[Collected data]
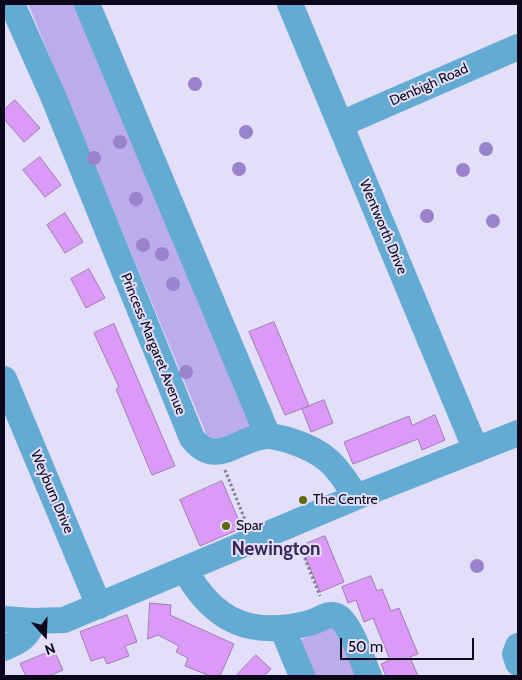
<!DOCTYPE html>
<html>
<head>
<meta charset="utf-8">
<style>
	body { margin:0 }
	#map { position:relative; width:522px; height:680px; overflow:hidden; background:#e4dff8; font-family:Cabin,sans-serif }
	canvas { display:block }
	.frame { position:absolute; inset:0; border:5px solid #0d071b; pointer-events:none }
	.north { position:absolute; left:20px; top:610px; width:50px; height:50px; -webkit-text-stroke:4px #e4dff8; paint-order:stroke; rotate:160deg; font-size:14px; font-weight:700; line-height:20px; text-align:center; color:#0d071b }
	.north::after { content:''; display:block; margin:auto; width:18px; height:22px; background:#0d071b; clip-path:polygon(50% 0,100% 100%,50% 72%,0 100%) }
	.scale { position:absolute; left:340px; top:638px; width:134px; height:22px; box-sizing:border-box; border:2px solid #0d071b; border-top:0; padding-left:6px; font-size:15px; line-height:18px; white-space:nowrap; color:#0d071b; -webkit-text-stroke:4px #e4dff8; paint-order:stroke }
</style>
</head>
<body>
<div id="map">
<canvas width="522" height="680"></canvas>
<div class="frame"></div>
<div class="north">N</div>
<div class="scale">50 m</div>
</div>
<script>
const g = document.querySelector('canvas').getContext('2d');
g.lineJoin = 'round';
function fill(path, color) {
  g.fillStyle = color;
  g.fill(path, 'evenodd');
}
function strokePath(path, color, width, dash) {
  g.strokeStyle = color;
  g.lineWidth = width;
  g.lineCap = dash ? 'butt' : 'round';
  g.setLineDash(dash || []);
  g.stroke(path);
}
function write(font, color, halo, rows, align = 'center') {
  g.font = font + ' Cabin,sans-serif';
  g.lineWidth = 4;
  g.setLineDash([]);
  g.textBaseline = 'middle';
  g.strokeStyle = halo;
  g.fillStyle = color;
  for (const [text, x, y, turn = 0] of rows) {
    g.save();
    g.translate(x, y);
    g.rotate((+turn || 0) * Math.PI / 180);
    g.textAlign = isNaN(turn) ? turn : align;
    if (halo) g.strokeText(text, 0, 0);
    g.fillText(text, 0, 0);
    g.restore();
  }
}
fill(new Path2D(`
	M28 4H82L253 420 249 427 216 441 207 436Z
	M334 625 361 676H307L295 642Z`), '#bbaceb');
const building = new Path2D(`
	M15 100 40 128 24 142 4 119V110Z
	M40 157 61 185 45 197 23 170Z
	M65 213 83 242 65 253 47 225Z
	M89 269 105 298 86 308 71 279Z
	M274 322 309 406 285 415 249 332Z
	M114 324 175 466 152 475 116 389 119 387 94 333Z
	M324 400 333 423 311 432 302 409Z
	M435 415 445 440 422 450 418 439 353 464 344 442 409 416 412 425Z
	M222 481 242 528 200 546 180 500Z
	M325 536 344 582 320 592 301 546Z
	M371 576 377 591 382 589 391 611 399 608 418 654 410 657 418 676H386L381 664 390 660 373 618 364 622 356 600 348 603 342 587Z
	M150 603 171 605 170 615 234 644 220 676H210L185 666 188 658 176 652 179 646 158 635 148 639Z
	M127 615 137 642 125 646 129 656 107 664 104 657 91 661 80 632Z
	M54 650 63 670 49 676H26L20 664Z
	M256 655 271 669 264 676H236Z`);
fill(building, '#db9af7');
strokePath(building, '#a07daf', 1);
strokePath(new Path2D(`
	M225 470 245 520
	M299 544 320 596`), '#837e94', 3, [2.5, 2.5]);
strokePath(new Path2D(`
	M12 4 53 96 192 438C216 470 240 436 268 436 275 436 284 439 291 441 326 452 337 466 356 497
	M87 4 268 436
	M290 4 476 450
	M341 124 518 47
	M4 379 99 606
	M185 570C214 622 251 638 309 623 319 621 327 612 337 616 350 622 363 663 369 676
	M4 619 32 621 64 620 356 497 518 433
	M283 630 302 676
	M518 646 515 654 518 663
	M4 648C17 642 30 637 32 621`), '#64abd3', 26);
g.fillStyle = '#9b82cd';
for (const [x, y] of [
	[195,84],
	[246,132],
	[120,142],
	[486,149],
	[94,158],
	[239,169],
	[463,170],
	[136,199],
	[427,216],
	[493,221],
	[143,245],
	[162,254],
	[173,284],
	[186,372],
	[477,566]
]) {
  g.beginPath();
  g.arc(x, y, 7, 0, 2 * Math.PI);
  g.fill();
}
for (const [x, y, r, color] of [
	[303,500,5,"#60690c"],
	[226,526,5,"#60690c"]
]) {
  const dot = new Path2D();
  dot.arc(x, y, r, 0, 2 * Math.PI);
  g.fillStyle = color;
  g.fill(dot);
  strokePath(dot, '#e4dff8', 2);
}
write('14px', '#0d071b', '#e4dff8', [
	["Denbigh Road",429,85,-24],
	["Wentworth Drive",383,227,67],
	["Princess Margaret Avenue",153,344,68],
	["Weyburn Drive",52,492,67]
]);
write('14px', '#0d071b', '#e4dff8', [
	["The Centre",313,500],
	["Spar",236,526]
], 'left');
write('bold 19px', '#362857', '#e4dff8', [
	["Newington",276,549]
]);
</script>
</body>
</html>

■ Directions for this task
What is needed is an exact retyping of the lines from the start of the data through the line with "M274 322 309 406 285 415 249 332Z", with both end lines kept and every picture left out.

■ Expected answer
<!DOCTYPE html>
<html>
<head>
<meta charset="utf-8">
<style>
	body { margin:0 }
	#map { position:relative; width:522px; height:680px; overflow:hidden; background:#e4dff8; font-family:Cabin,sans-serif }
	canvas { display:block }
	.frame { position:absolute; inset:0; border:5px solid #0d071b; pointer-events:none }
	.north { position:absolute; left:20px; top:610px; width:50px; height:50px; -webkit-text-stroke:4px #e4dff8; paint-order:stroke; rotate:160deg; font-size:14px; font-weight:700; line-height:20px; text-align:center; color:#0d071b }
	.north::after { content:''; display:block; margin:auto; width:18px; height:22px; background:#0d071b; clip-path:polygon(50% 0,100% 100%,50% 72%,0 100%) }
	.scale { position:absolute; left:340px; top:638px; width:134px; height:22px; box-sizing:border-box; border:2px solid #0d071b; border-top:0; padding-left:6px; font-size:15px; line-height:18px; white-space:nowrap; color:#0d071b; -webkit-text-stroke:4px #e4dff8; paint-order:stroke }
</style>
</head>
<body>
<div id="map">
<canvas width="522" height="680"></canvas>
<div class="frame"></div>
<div class="north">N</div>
<div class="scale">50 m</div>
</div>
<script>
const g = document.querySelector('canvas').getContext('2d');
g.lineJoin = 'round';
function fill(path, color) {
  g.fillStyle = color;
  g.fill(path, 'evenodd');
}
function strokePath(path, color, width, dash) {
  g.strokeStyle = color;
  g.lineWidth = width;
  g.lineCap = dash ? 'butt' : 'round';
  g.setLineDash(dash || []);
  g.stroke(path);
}
function write(font, color, halo, rows, align = 'center') {
  g.font = font + ' Cabin,sans-serif';
  g.lineWidth = 4;
  g.setLineDash([]);
  g.textBaseline = 'middle';
  g.strokeStyle = halo;
  g.fillStyle = color;
  for (const [text, x, y, turn = 0] of rows) {
    g.save();
    g.translate(x, y);
    g.rotate((+turn || 0) * Math.PI / 180);
    g.textAlign = isNaN(turn) ? turn : align;
    if (halo) g.strokeText(text, 0, 0);
    g.fillText(text, 0, 0);
    g.restore();
  }
}
fill(new Path2D(`
	M28 4H82L253 420 249 427 216 441 207 436Z
	M334 625 361 676H307L295 642Z`), '#bbaceb');
const building = new Path2D(`
	M15 100 40 128 24 142 4 119V110Z
	M40 157 61 185 45 197 23 170Z
	M65 213 83 242 65 253 47 225Z
	M89 269 105 298 86 308 71 279Z
	M274 322 309 406 285 415 249 332Z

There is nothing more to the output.